## What the exercise asks
Word for word, restate the lines from the one holding "for (const [x, y, r, color]" through the end of the data below, including both endpoints and nothing more.

◆ ◆ ◆ ◆ ◆ ◆ ◆

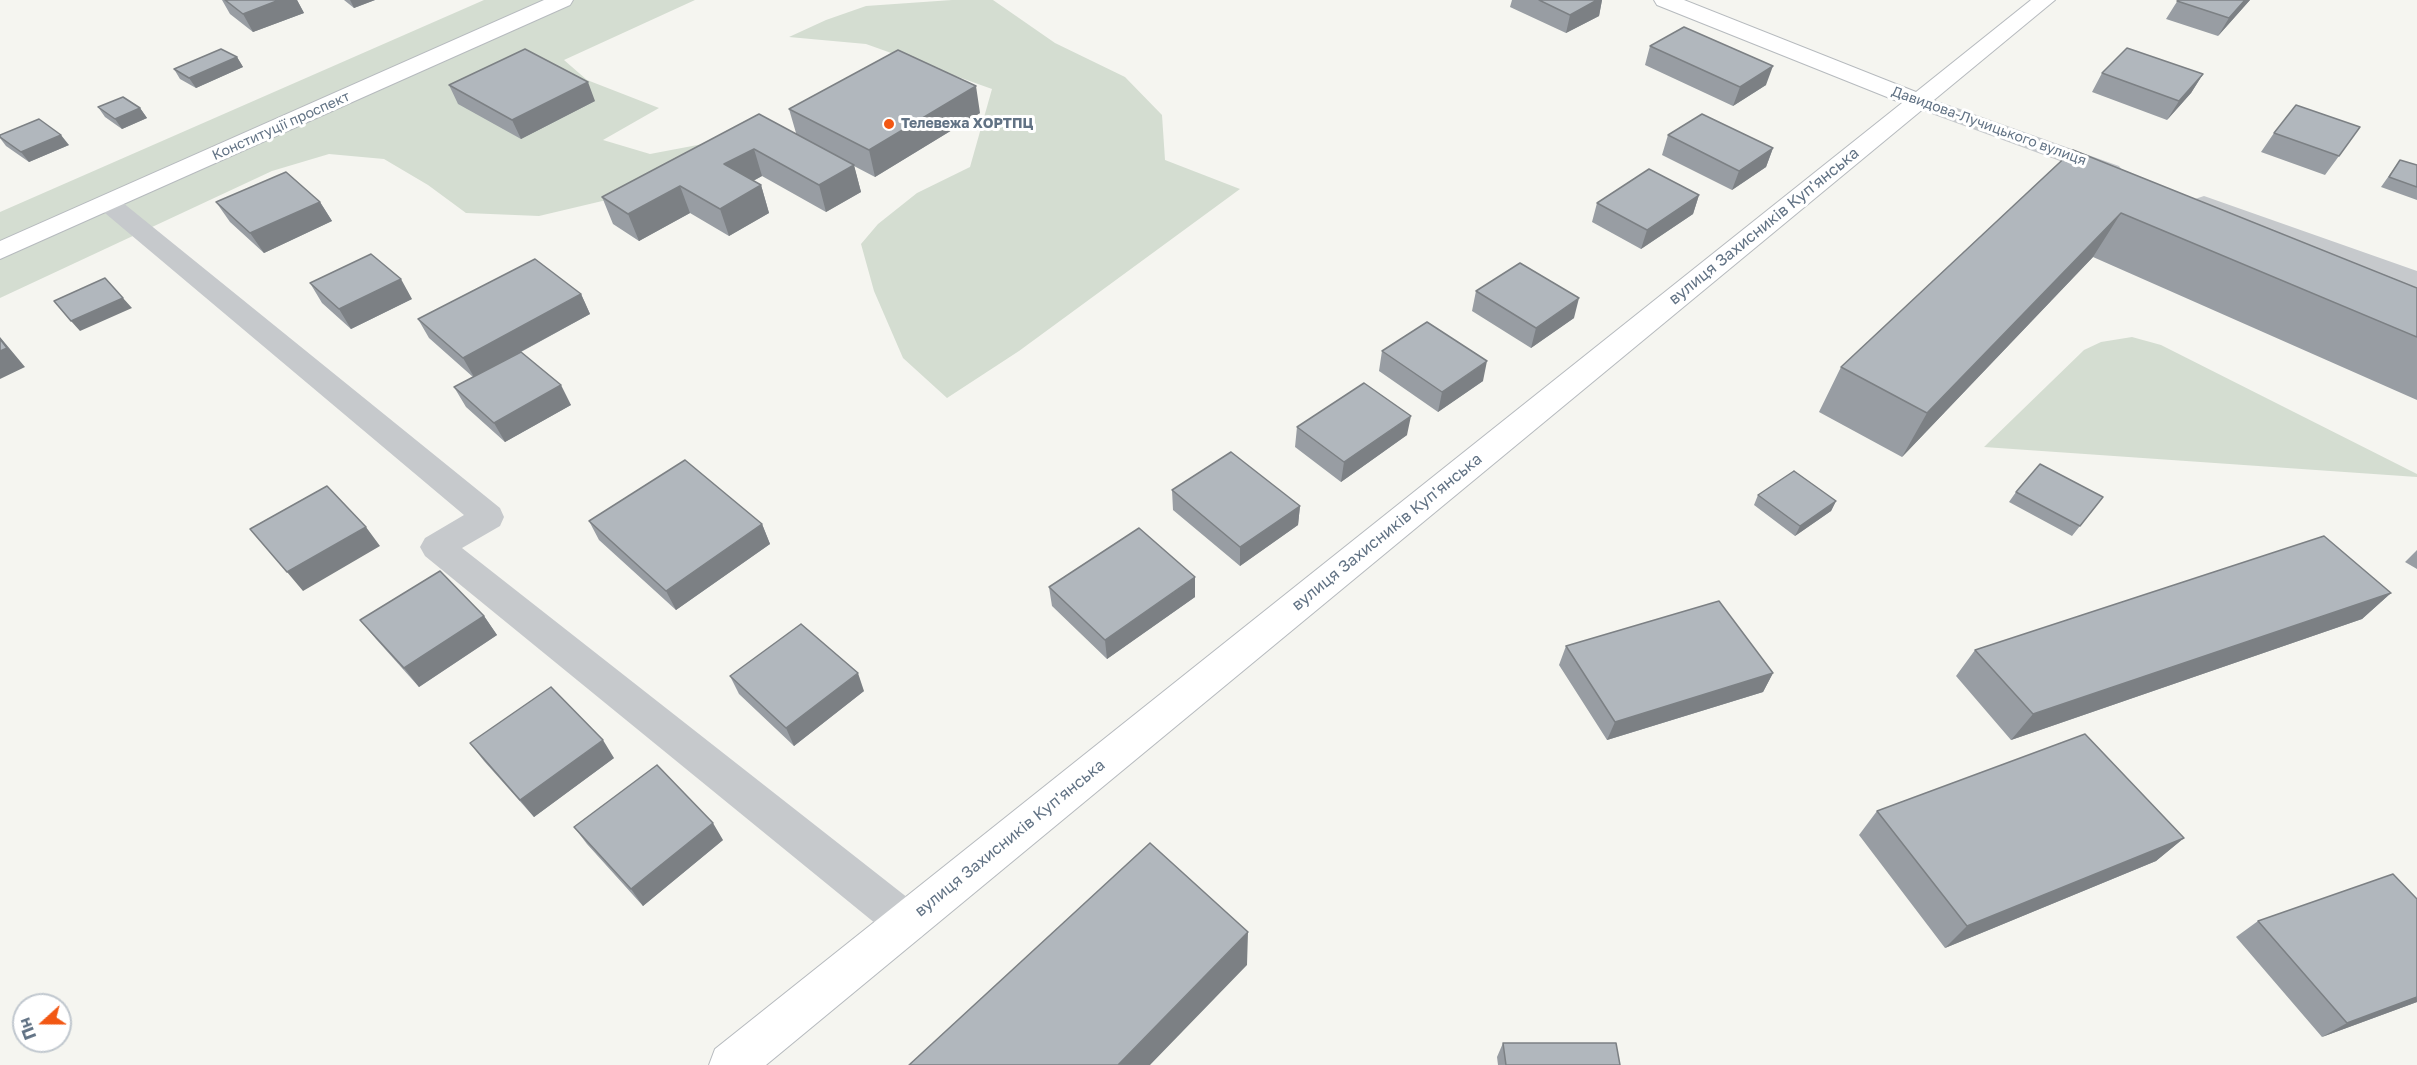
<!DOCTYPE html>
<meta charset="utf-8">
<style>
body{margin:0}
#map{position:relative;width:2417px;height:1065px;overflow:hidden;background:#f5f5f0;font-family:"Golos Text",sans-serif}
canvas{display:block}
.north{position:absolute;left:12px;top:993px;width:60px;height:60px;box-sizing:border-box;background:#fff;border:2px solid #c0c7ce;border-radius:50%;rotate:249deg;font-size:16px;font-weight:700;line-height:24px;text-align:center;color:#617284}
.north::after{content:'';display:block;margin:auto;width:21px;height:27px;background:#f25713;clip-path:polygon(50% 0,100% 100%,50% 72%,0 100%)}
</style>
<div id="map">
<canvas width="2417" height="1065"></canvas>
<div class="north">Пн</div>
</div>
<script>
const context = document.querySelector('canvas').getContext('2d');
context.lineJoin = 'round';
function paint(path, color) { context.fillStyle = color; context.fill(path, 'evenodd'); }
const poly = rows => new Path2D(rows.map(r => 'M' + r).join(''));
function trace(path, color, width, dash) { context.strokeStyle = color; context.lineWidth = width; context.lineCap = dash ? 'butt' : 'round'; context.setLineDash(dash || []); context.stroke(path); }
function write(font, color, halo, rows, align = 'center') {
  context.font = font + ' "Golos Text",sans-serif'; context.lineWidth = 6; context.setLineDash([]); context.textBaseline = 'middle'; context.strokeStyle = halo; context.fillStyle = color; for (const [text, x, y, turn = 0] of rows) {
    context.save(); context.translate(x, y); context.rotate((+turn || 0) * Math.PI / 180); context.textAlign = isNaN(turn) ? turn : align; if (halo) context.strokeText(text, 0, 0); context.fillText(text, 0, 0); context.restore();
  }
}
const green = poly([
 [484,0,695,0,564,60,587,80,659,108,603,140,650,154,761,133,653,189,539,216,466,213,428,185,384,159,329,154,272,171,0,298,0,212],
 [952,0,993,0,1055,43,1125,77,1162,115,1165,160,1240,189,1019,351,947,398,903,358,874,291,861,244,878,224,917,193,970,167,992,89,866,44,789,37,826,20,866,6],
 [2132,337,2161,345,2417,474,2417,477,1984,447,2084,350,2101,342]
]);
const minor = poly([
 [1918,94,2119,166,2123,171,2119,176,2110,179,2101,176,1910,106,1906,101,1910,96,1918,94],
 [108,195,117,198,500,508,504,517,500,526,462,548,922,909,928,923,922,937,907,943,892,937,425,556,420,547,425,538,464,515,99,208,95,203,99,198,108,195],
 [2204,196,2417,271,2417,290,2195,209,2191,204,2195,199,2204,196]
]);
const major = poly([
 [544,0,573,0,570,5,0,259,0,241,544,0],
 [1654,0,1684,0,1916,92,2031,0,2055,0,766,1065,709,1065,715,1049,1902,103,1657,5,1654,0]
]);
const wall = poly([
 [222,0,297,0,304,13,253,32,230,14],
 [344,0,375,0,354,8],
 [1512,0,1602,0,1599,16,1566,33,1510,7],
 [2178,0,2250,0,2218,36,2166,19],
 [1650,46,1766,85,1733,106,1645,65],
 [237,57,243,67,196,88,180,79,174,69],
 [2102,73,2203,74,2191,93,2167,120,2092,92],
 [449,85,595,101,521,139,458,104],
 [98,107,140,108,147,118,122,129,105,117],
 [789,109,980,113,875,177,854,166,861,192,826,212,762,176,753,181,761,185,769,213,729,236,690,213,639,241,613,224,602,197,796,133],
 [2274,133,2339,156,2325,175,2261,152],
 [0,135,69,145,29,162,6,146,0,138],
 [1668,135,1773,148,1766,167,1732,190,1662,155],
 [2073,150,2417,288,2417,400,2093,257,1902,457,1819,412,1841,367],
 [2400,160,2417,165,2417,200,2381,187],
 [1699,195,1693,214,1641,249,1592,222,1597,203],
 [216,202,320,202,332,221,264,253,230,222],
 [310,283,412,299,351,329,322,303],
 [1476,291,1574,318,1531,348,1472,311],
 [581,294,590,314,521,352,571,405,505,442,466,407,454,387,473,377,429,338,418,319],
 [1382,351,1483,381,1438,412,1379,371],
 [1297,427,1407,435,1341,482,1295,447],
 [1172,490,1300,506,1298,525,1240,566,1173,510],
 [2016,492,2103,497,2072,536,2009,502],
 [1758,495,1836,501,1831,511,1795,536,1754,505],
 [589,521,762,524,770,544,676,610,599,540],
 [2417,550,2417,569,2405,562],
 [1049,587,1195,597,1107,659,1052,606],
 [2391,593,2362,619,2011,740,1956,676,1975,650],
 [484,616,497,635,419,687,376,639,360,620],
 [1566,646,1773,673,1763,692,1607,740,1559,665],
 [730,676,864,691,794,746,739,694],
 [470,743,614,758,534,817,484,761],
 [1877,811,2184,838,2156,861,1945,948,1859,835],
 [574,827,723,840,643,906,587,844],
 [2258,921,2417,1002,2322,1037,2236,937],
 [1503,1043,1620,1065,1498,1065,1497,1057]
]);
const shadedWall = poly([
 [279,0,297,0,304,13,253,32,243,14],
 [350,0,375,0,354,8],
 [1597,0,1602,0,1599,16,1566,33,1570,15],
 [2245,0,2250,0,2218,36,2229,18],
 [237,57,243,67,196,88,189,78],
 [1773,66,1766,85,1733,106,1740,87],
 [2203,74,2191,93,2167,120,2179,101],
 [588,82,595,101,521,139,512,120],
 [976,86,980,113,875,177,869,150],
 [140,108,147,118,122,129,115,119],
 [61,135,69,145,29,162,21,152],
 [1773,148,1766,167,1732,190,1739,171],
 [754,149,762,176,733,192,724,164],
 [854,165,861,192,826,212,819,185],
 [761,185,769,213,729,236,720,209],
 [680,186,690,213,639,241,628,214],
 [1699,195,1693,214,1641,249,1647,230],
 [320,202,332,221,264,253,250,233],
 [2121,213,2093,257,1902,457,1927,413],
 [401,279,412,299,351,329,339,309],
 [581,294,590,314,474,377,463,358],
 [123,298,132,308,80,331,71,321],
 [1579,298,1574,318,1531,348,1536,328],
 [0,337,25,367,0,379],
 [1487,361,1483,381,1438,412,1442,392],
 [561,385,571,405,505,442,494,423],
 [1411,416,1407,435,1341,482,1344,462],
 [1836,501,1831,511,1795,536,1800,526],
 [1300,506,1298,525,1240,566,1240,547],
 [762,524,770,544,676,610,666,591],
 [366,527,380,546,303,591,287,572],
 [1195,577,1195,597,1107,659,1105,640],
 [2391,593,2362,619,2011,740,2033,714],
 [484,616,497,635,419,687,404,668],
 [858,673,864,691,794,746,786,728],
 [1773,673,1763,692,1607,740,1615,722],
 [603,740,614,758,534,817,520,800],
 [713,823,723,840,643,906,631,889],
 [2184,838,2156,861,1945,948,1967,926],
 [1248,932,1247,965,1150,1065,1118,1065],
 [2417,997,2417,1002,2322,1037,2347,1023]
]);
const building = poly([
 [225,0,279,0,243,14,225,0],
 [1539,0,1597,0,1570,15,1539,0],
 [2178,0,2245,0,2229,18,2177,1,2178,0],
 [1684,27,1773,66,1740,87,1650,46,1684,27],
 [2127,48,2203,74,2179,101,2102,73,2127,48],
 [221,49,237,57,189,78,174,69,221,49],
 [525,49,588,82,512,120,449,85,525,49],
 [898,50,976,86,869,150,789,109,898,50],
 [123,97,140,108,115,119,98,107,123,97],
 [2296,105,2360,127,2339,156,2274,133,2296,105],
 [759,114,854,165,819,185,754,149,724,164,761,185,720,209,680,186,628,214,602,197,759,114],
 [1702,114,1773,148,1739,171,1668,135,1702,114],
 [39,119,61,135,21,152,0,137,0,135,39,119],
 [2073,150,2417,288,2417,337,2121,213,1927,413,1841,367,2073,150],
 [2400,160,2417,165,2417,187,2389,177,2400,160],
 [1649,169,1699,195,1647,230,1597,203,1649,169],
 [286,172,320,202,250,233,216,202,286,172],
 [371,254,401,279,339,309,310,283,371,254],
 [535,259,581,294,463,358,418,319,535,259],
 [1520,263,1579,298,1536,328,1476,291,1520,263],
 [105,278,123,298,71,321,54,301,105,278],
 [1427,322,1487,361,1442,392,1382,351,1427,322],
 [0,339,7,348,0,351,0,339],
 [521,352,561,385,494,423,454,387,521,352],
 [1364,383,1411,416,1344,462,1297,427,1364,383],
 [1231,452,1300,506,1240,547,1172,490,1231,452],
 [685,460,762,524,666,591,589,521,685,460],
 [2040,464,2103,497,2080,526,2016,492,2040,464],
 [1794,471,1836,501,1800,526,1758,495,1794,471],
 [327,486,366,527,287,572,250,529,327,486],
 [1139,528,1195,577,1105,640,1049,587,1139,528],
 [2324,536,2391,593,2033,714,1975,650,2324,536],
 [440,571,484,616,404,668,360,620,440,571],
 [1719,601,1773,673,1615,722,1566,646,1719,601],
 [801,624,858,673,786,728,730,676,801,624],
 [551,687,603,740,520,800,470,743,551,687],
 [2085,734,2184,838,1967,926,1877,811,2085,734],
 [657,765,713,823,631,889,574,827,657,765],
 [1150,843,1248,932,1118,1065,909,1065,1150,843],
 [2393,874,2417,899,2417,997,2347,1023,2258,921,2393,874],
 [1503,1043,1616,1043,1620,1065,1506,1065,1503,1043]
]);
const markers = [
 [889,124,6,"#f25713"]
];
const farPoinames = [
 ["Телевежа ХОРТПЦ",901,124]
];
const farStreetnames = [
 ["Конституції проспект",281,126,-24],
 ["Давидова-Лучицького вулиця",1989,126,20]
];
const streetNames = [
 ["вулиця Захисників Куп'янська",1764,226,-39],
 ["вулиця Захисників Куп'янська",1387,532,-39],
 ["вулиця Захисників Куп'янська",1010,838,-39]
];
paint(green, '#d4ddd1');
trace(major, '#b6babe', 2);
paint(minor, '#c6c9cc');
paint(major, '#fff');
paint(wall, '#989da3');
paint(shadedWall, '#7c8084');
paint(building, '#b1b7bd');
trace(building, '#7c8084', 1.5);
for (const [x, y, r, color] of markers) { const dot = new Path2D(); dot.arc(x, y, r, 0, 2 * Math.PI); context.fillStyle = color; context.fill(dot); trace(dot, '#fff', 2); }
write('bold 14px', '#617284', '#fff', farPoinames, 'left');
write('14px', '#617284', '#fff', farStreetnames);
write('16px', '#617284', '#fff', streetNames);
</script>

◆ ◆ ◆ ◆ ◆ ◆ ◆

## Response area
for (const [x, y, r, color] of markers) { const dot = new Path2D(); dot.arc(x, y, r, 0, 2 * Math.PI); context.fillStyle = color; context.fill(dot); trace(dot, '#fff', 2); }
write('bold 14px', '#617284', '#fff', farPoinames, 'left');
write('14px', '#617284', '#fff', farStreetnames);
write('16px', '#617284', '#fff', streetNames);
</script>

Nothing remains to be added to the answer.